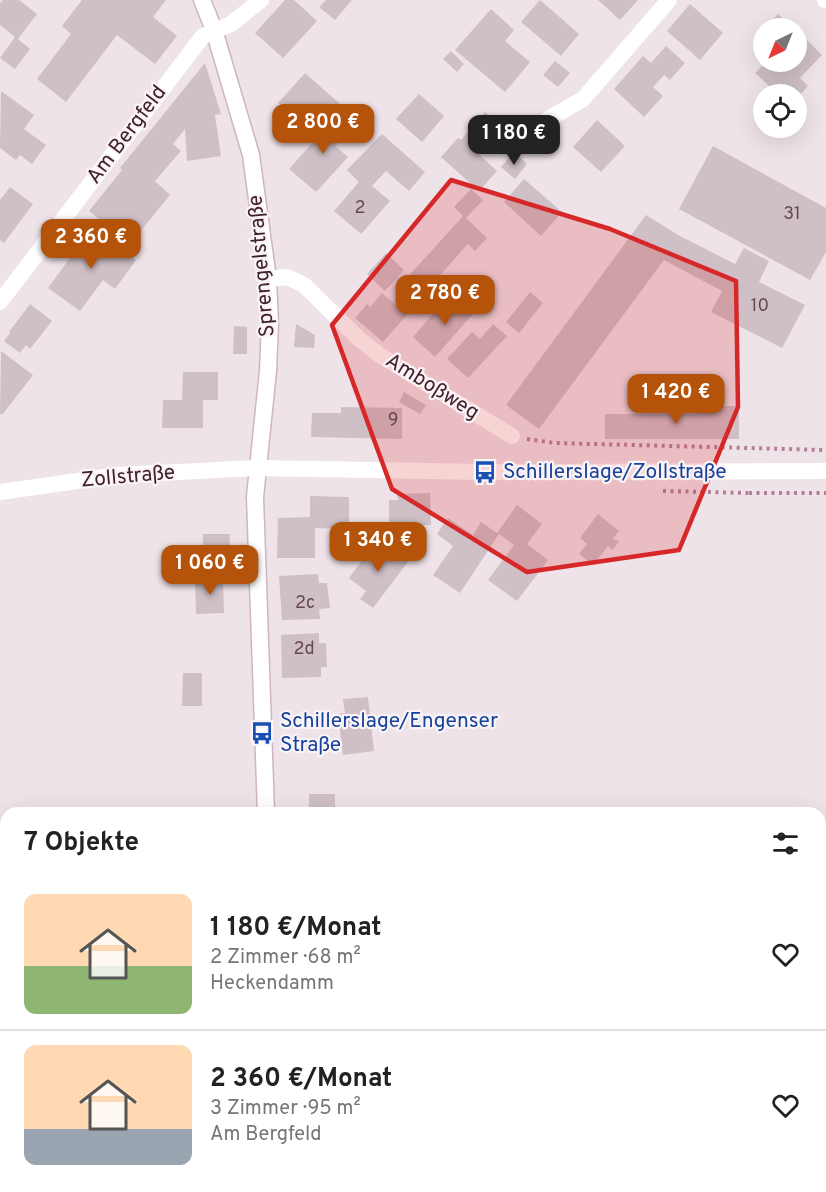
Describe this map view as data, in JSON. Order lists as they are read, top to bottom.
{
  "streets": {
    "street": [
      "Am Bergfeld",
      "Sprengelstraße",
      "Amboßweg",
      "Zollstraße"
    ]
  },
  "crossings": [
    ["Am Bergfeld", "Sprengelstraße"],
    ["Sprengelstraße", "Amboßweg"],
    ["Sprengelstraße", "Zollstraße"]
  ],
  "places": {
    "bus stop": ["Schillerslage/Zollstraße", "Schillerslage/Engenser Straße"]
  },
  "house_numbers": [
    "2",
    "31",
    "10",
    "9",
    "2c",
    "2d"
  ],
  "north": "bottom left",
  "page": {
    "price": [
      "2 800 €",
      "1 180 €",
      "2 360 €",
      "2 780 €",
      "1 420 €",
      "1 340 €",
      "1 060 €"
    ],
    "heading": "7 Objekte",
    "list": [
      {
        "name": "1 180 €/Monat",
        "note": "2 Zimmer · 68 m² · Heckendamm"
      },
      {
        "name": "2 360 €/Monat",
        "note": "3 Zimmer · 95 m² · Am Bergfeld"
      }
    ]
  }
}
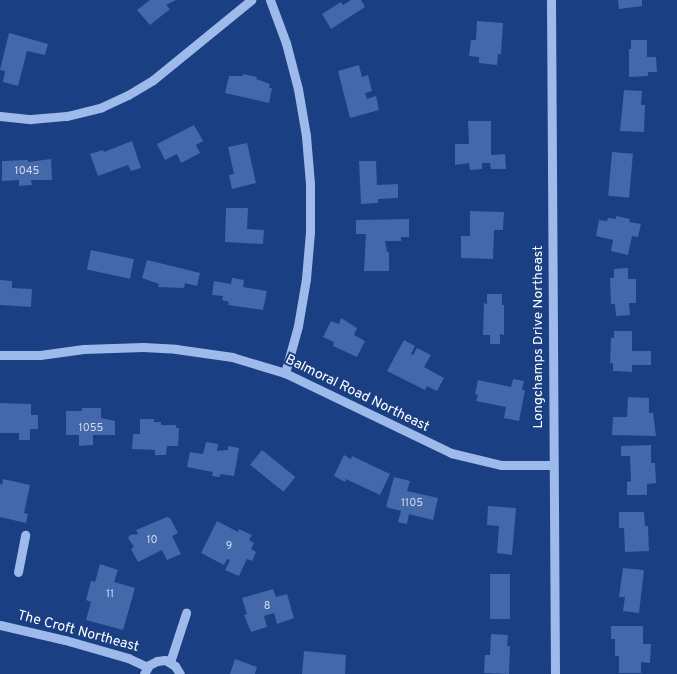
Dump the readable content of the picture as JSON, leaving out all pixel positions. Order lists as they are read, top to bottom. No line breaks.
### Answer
{"streets":{"street":["Longchamps Drive Northeast","Balmoral Road Northeast","The Croft Northeast"]},"crossings":[["Longchamps Drive Northeast","Balmoral Road Northeast"]],"house_numbers":["1045","1055","1105","10","9","11","8"]}
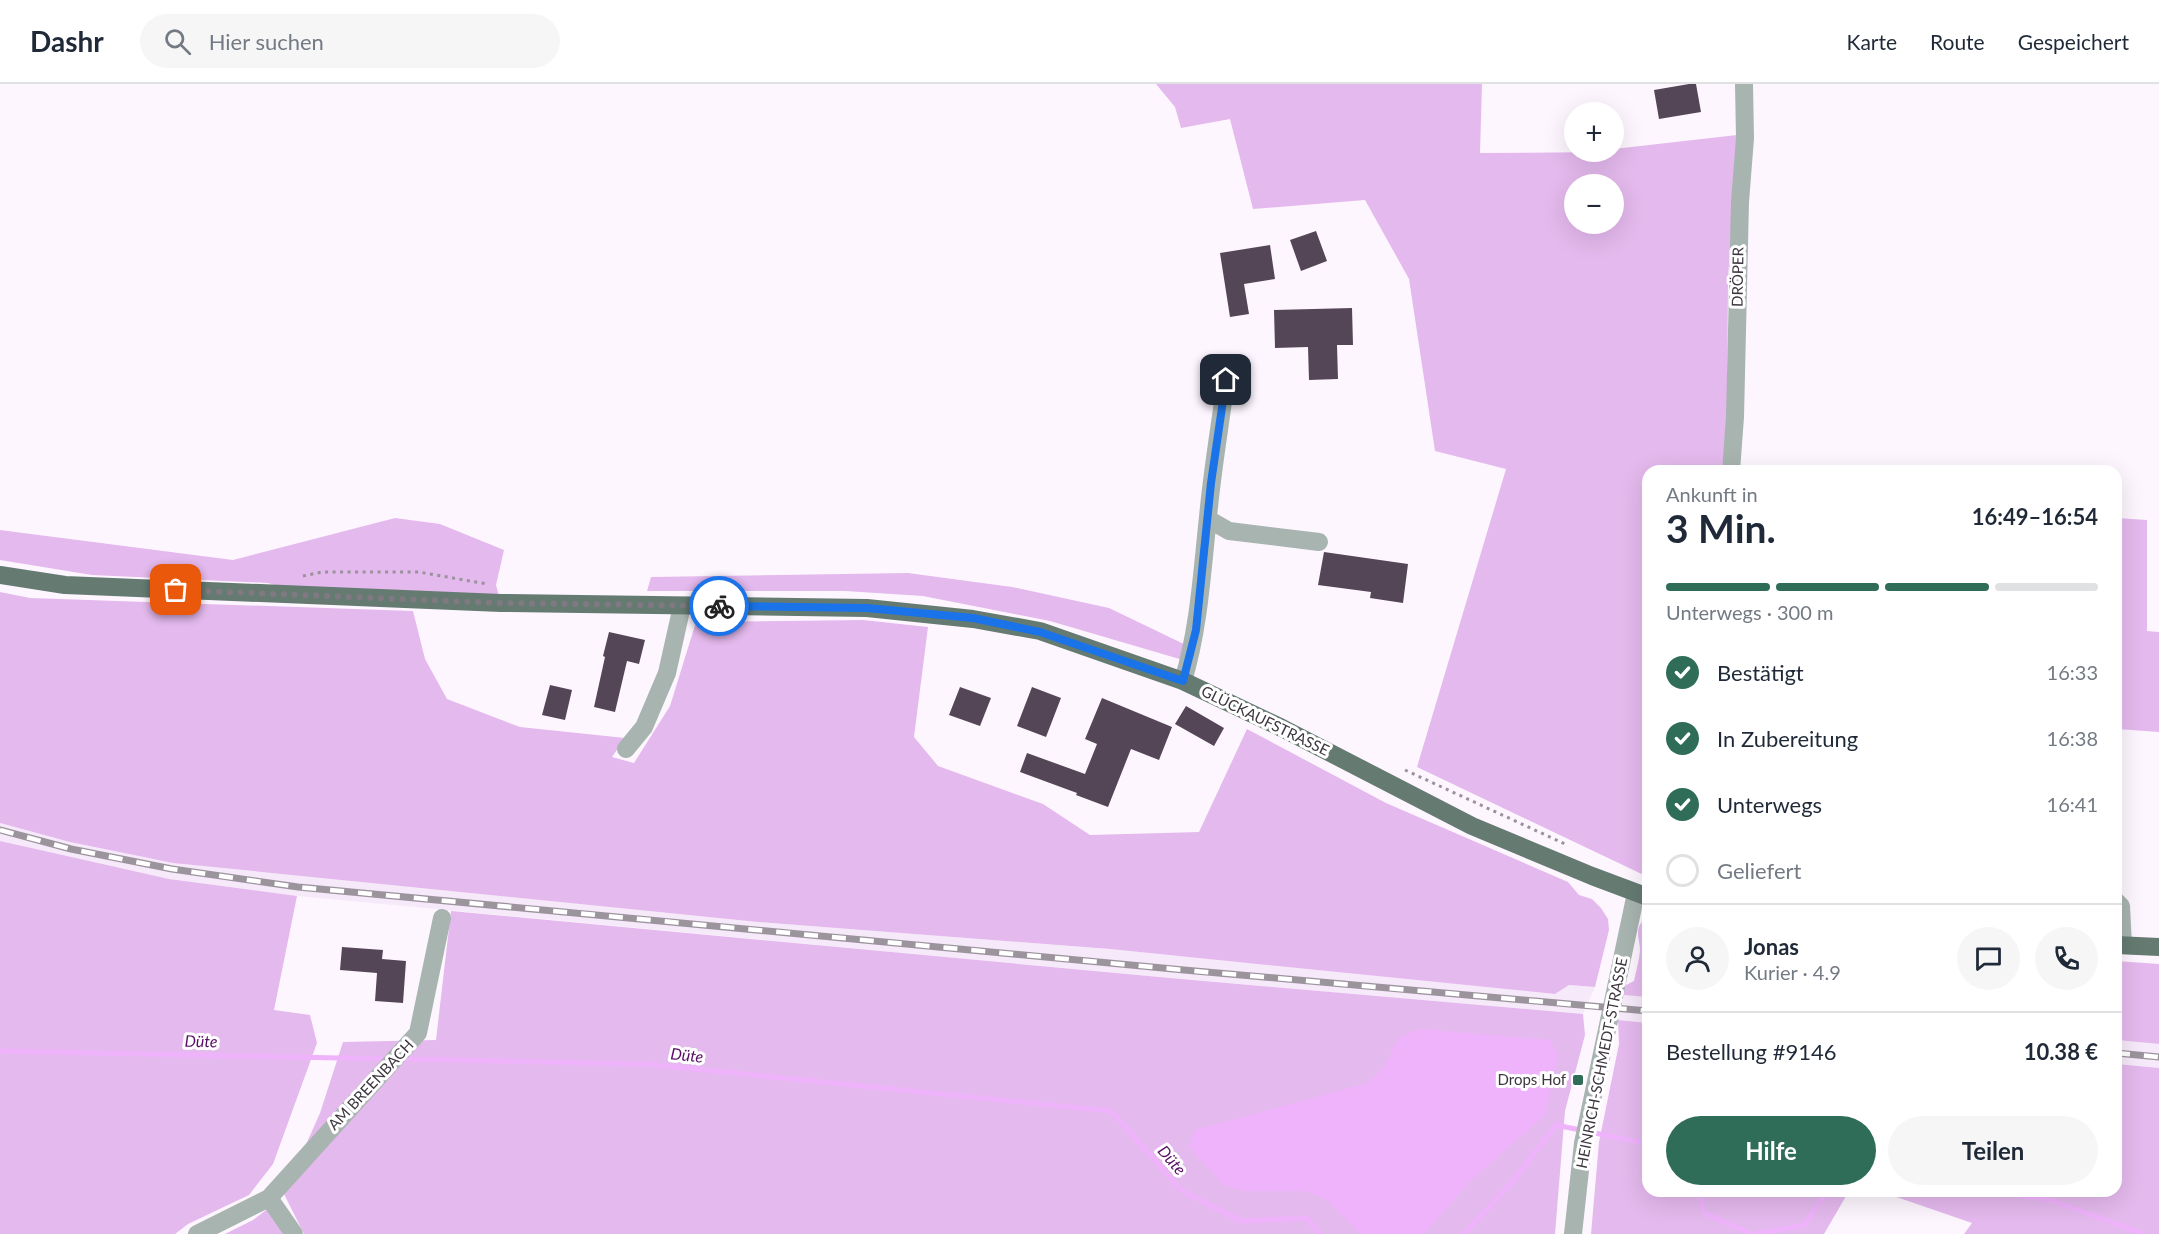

★ ★ ★ ★ ★ ★ ★

Reproduce the records above word for word, without the images.

### Reply
Describe this map view as data, in JSON. Order lists as they are read, top to bottom.
{
  "streets": {
    "street": [
      "Am Bergfeld",
      "Sprengelstraße",
      "Amboßweg",
      "Zollstraße"
    ]
  },
  "crossings": [
    ["Am Bergfeld", "Sprengelstraße"],
    ["Sprengelstraße", "Amboßweg"],
    ["Sprengelstraße", "Zollstraße"]
  ],
  "places": {
    "bus stop": ["Schillerslage/Zollstraße", "Schillerslage/Engenser Straße"]
  },
  "house_numbers": [
    "2",
    "31",
    "10",
    "9",
    "2c",
    "2d"
  ],
  "north": "bottom left",
  "page": {
    "price": [
      "2 800 €",
      "1 180 €",
      "2 360 €",
      "2 780 €",
      "1 420 €",
      "1 340 €",
      "1 060 €"
    ],
    "heading": "7 Objekte",
    "list": [
      {
        "name": "1 180 €/Monat",
        "note": "2 Zimmer · 68 m² · Heckendamm"
      },
      {
        "name": "2 360 €/Monat",
        "note": "3 Zimmer · 95 m² · Am Bergfeld"
      }
    ]
  }
}
Dump the readable content of the picture as JSON, leaving out all pixel positions. Order lists as they are read, top to bottom. No line breaks.
### Answer
{"streets":{"street":["Longchamps Drive Northeast","Balmoral Road Northeast","The Croft Northeast"]},"crossings":[["Longchamps Drive Northeast","Balmoral Road Northeast"]],"house_numbers":["1045","1055","1105","10","9","11","8"]}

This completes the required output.